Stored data
======

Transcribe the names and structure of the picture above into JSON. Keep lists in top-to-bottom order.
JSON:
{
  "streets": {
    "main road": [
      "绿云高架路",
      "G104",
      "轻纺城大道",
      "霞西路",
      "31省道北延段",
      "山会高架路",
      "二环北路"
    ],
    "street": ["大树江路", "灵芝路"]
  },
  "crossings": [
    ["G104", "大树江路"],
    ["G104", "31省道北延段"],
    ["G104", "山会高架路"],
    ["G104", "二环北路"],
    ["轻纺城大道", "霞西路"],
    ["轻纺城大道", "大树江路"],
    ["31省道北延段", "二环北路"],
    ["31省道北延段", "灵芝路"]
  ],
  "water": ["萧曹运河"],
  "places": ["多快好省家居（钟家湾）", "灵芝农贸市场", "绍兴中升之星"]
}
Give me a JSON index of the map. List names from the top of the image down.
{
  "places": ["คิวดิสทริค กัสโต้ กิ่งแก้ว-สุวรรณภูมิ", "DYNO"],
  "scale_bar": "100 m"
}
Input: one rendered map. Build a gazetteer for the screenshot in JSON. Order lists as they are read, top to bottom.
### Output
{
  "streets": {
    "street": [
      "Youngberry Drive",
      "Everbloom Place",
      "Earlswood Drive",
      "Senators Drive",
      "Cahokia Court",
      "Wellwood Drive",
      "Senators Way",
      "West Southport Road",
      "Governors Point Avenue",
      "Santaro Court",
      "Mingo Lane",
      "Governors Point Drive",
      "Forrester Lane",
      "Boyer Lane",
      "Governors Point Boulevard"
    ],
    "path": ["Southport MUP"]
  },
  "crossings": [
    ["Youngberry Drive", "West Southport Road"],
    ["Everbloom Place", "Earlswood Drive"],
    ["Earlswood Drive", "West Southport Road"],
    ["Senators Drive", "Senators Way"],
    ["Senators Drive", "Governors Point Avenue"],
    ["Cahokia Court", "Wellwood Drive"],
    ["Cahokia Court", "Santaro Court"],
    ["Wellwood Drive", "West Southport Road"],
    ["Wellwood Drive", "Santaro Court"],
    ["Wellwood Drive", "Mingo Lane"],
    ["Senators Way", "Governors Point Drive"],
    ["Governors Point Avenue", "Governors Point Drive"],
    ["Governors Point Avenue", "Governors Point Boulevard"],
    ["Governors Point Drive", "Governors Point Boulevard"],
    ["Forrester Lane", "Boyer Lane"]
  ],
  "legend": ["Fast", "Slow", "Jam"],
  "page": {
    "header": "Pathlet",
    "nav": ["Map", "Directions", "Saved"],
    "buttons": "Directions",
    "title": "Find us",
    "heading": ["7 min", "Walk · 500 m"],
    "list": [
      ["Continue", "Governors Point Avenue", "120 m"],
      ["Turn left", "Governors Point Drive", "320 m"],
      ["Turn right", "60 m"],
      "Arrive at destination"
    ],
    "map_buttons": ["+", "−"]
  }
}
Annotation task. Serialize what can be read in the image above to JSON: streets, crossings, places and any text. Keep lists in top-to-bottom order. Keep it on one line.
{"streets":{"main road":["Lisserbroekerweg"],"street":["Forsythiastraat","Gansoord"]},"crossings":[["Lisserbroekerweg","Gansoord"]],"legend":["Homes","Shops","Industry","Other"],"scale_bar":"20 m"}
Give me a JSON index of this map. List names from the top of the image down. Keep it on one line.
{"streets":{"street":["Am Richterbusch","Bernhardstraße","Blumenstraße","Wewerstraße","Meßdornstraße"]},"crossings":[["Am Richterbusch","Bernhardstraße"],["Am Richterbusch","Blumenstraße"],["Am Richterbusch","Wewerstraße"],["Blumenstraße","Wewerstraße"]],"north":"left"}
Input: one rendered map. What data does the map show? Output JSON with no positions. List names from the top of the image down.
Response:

======

■ AIM OF THE TASK
What you write must be the entries restated word for word, from the opening line through the one holding "Input: one rendered map. Build", with nothing else.

■ RESULT FOR THIS EXERCISE
Transcribe the names and structure of the picture above into JSON. Keep lists in top-to-bottom order.
JSON:
{
  "streets": {
    "main road": [
      "绿云高架路",
      "G104",
      "轻纺城大道",
      "霞西路",
      "31省道北延段",
      "山会高架路",
      "二环北路"
    ],
    "street": ["大树江路", "灵芝路"]
  },
  "crossings": [
    ["G104", "大树江路"],
    ["G104", "31省道北延段"],
    ["G104", "山会高架路"],
    ["G104", "二环北路"],
    ["轻纺城大道", "霞西路"],
    ["轻纺城大道", "大树江路"],
    ["31省道北延段", "二环北路"],
    ["31省道北延段", "灵芝路"]
  ],
  "water": ["萧曹运河"],
  "places": ["多快好省家居（钟家湾）", "灵芝农贸市场", "绍兴中升之星"]
}
Give me a JSON index of the map. List names from the top of the image down.
{
  "places": ["คิวดิสทริค กัสโต้ กิ่งแก้ว-สุวรรณภูมิ", "DYNO"],
  "scale_bar": "100 m"
}
Input: one rendered map. Build a gazetteer for the screenshot in JSON. Order lists as they are read, top to bottom.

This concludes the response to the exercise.